◆ **Problem details**
Ignoring the images, restate the records below word for word.

◆ **Excerpted records**
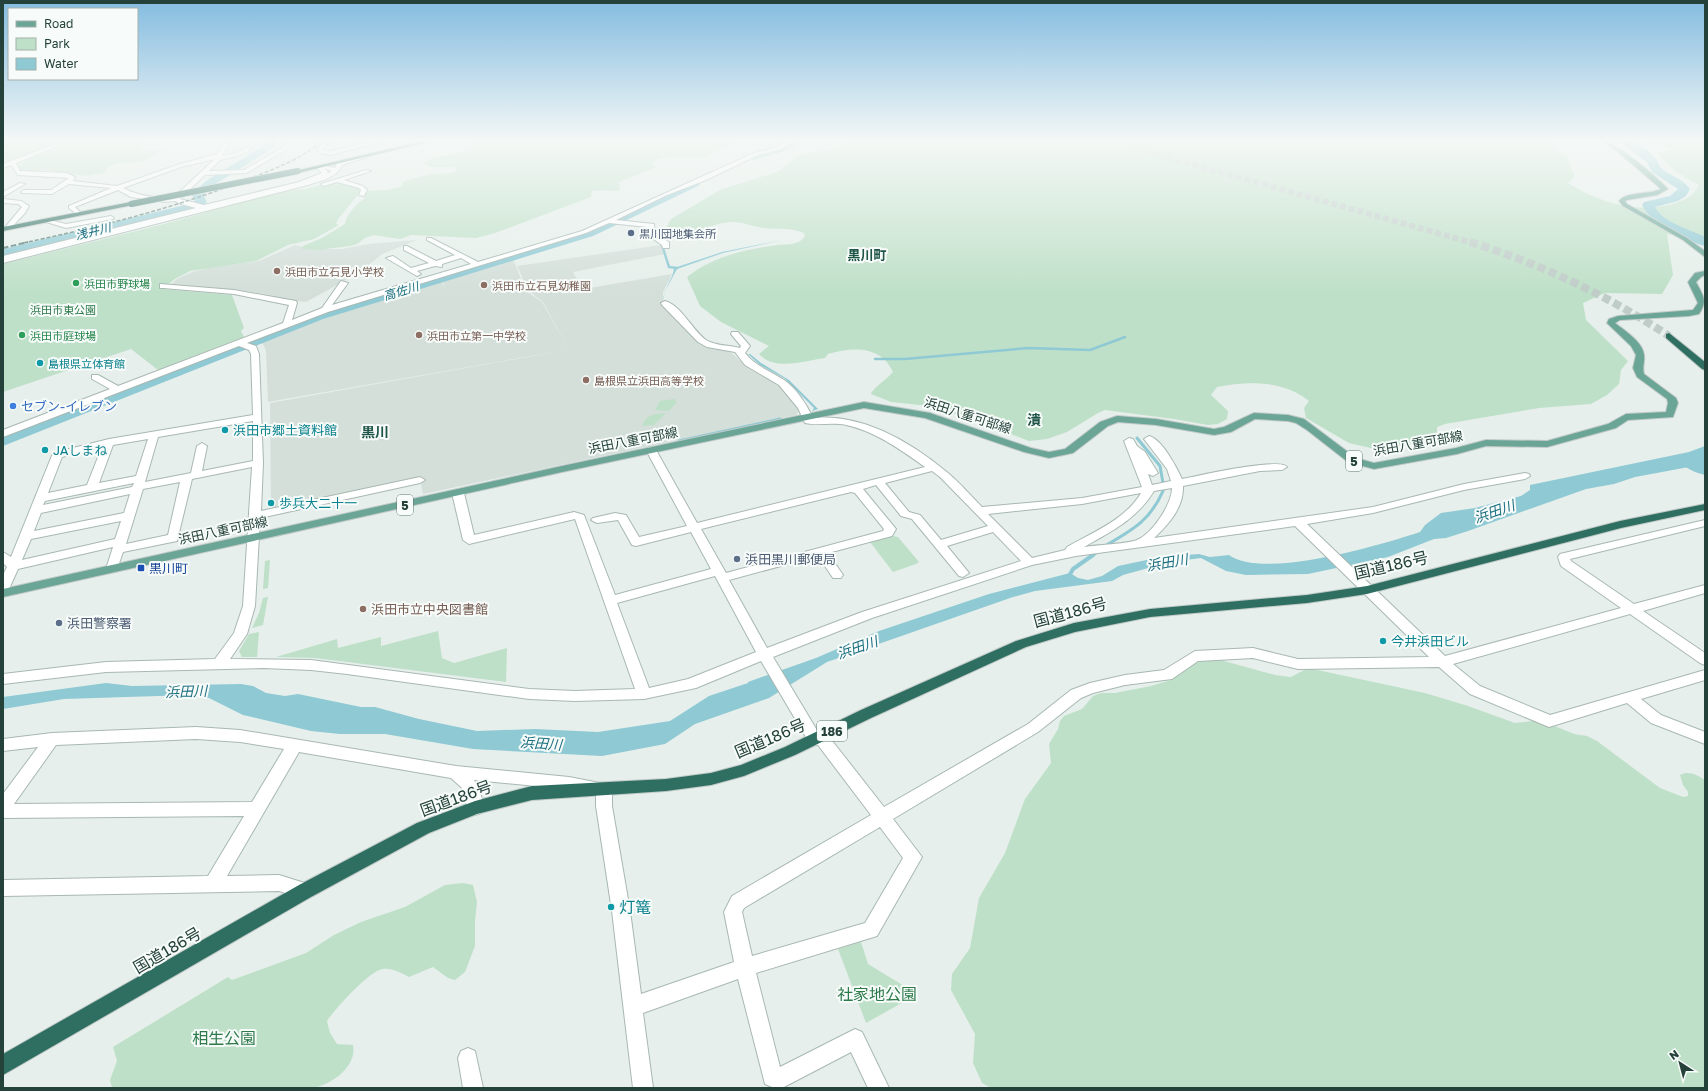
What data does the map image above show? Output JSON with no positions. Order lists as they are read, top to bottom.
{
  "streets": {
    "highway": ["国道186号", "186"],
    "main road": ["浜田八重可部線", "5"]
  },
  "districts": ["黒川町", "潰", "黒川"],
  "water": ["浅井川", "高佐川", "浜田川"],
  "parks": ["浜田市東公園", "社家地公園", "相生公園"],
  "places": {
    "other": [
      "黒川団地集会所",
      "浜田市立石見小学校",
      "浜田市野球場",
      "浜田市立石見幼稚園",
      "浜田市庭球場",
      "浜田市立第一中学校",
      "島根県立体育館",
      "島根県立浜田高等学校",
      "セブン-イレブン",
      "浜田市郷土資料館",
      "JAしまね",
      "歩兵大二十一",
      "浜田黒川郵便局",
      "浜田市立中央図書館",
      "浜田警察署",
      "今井浜田ビル",
      "灯篭"
    ],
    "transit": ["黒川町"]
  },
  "legend": ["Road", "Park", "Water"],
  "north": "top left"
}
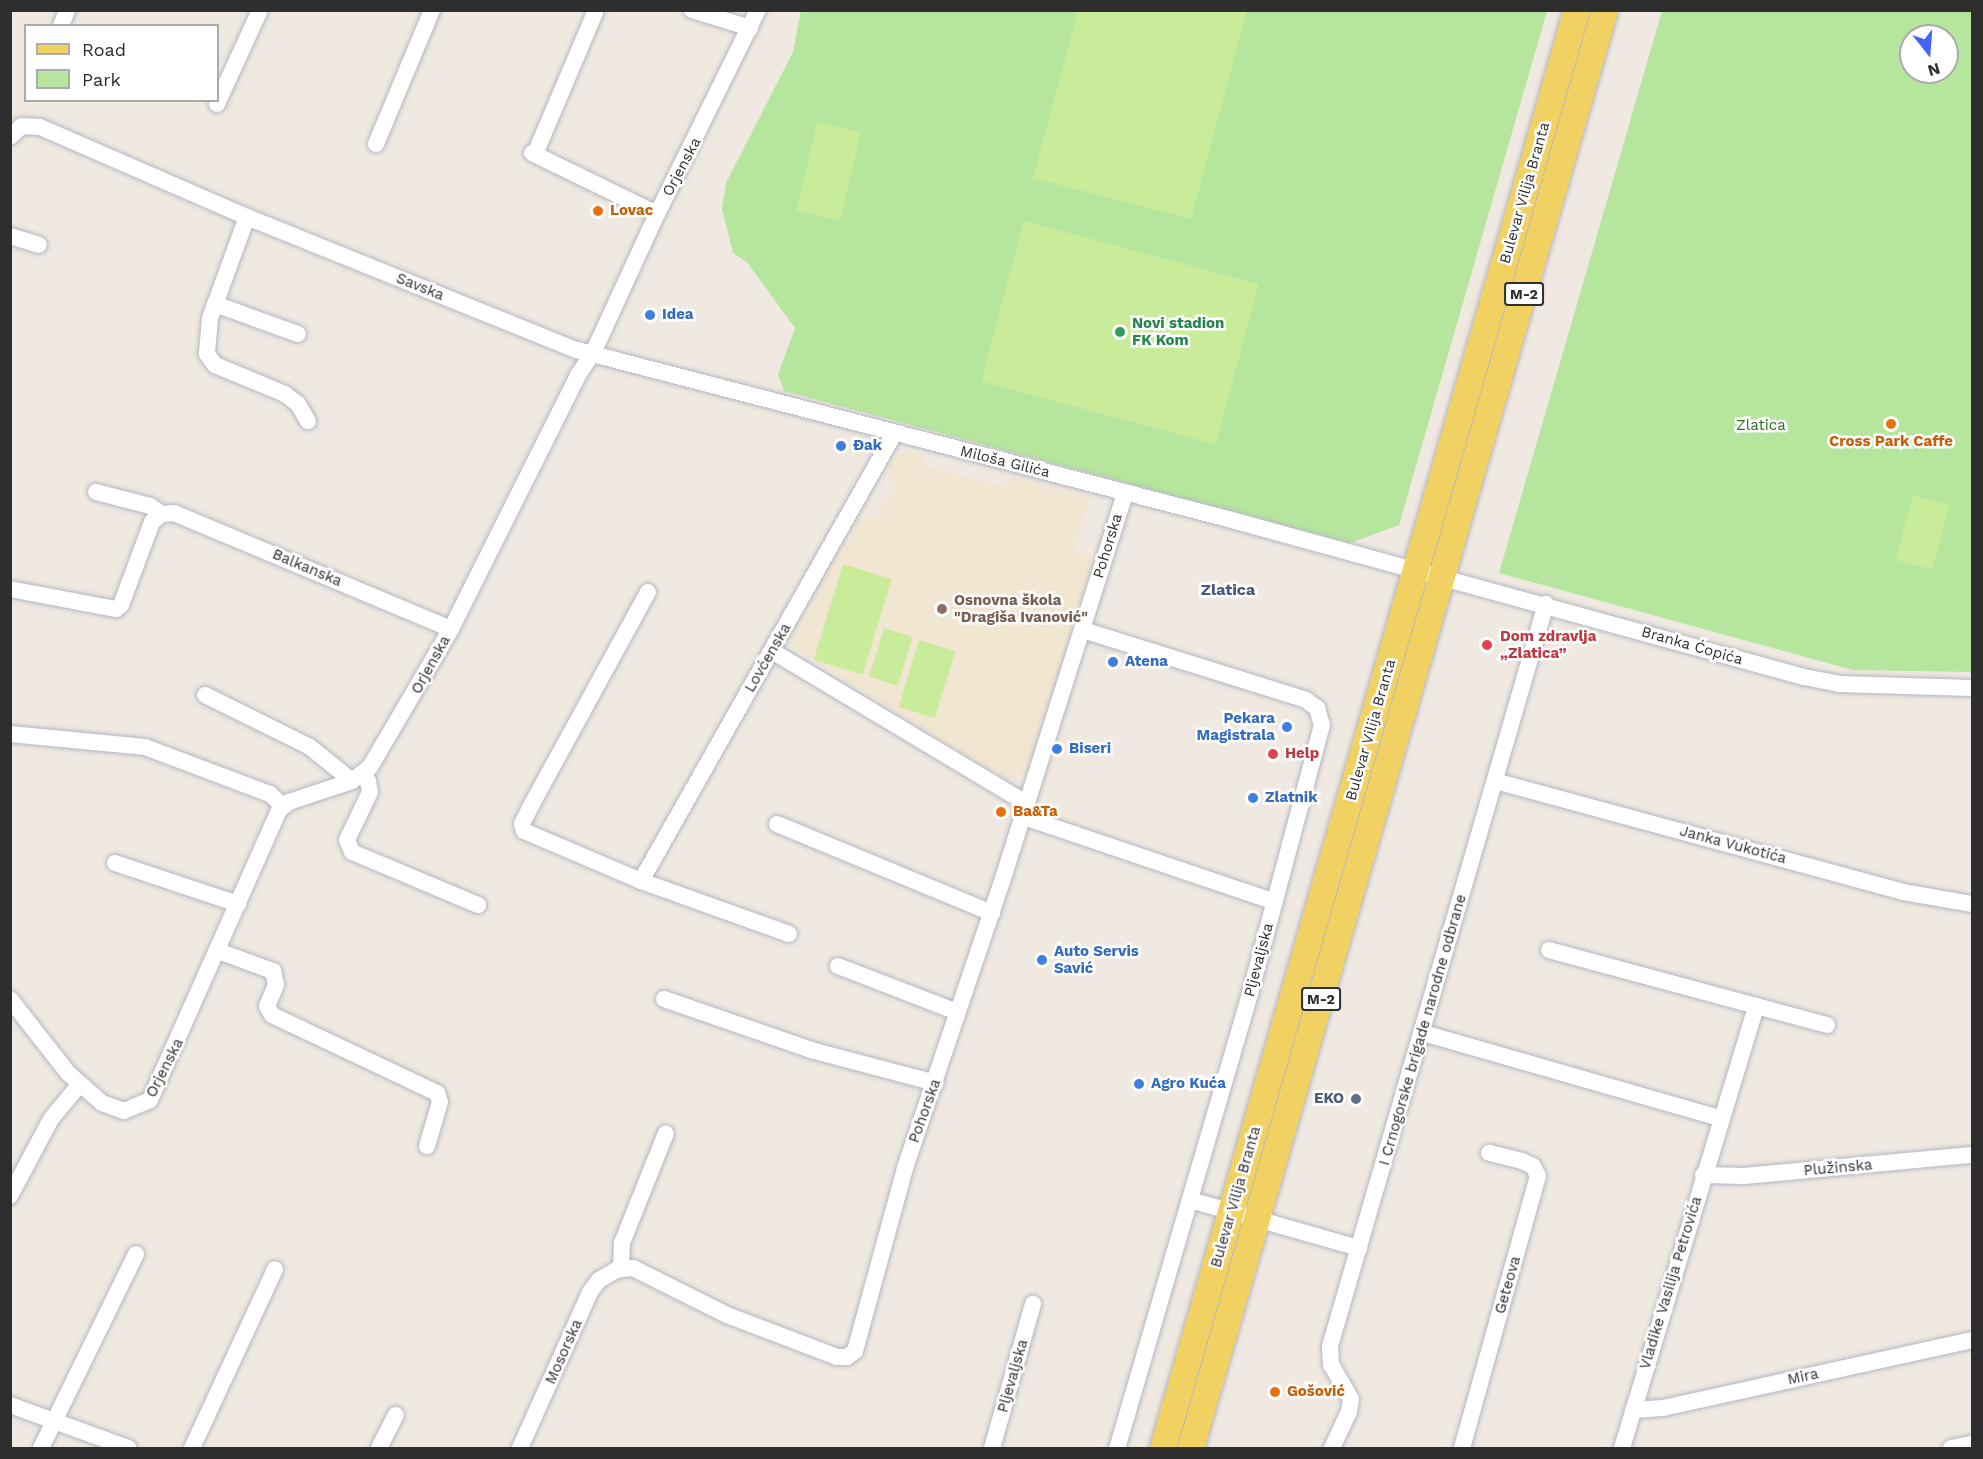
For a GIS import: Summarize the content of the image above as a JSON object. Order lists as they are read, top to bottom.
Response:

◆ **Solution to the exercise**
What data does the map image above show? Output JSON with no positions. Order lists as they are read, top to bottom.
{
  "streets": {
    "highway": ["国道186号", "186"],
    "main road": ["浜田八重可部線", "5"]
  },
  "districts": ["黒川町", "潰", "黒川"],
  "water": ["浅井川", "高佐川", "浜田川"],
  "parks": ["浜田市東公園", "社家地公園", "相生公園"],
  "places": {
    "other": [
      "黒川団地集会所",
      "浜田市立石見小学校",
      "浜田市野球場",
      "浜田市立石見幼稚園",
      "浜田市庭球場",
      "浜田市立第一中学校",
      "島根県立体育館",
      "島根県立浜田高等学校",
      "セブン-イレブン",
      "浜田市郷土資料館",
      "JAしまね",
      "歩兵大二十一",
      "浜田黒川郵便局",
      "浜田市立中央図書館",
      "浜田警察署",
      "今井浜田ビル",
      "灯篭"
    ],
    "transit": ["黒川町"]
  },
  "legend": ["Road", "Park", "Water"],
  "north": "top left"
}
For a GIS import: Summarize the content of the image above as a JSON object. Order lists as they are read, top to bottom.
Response:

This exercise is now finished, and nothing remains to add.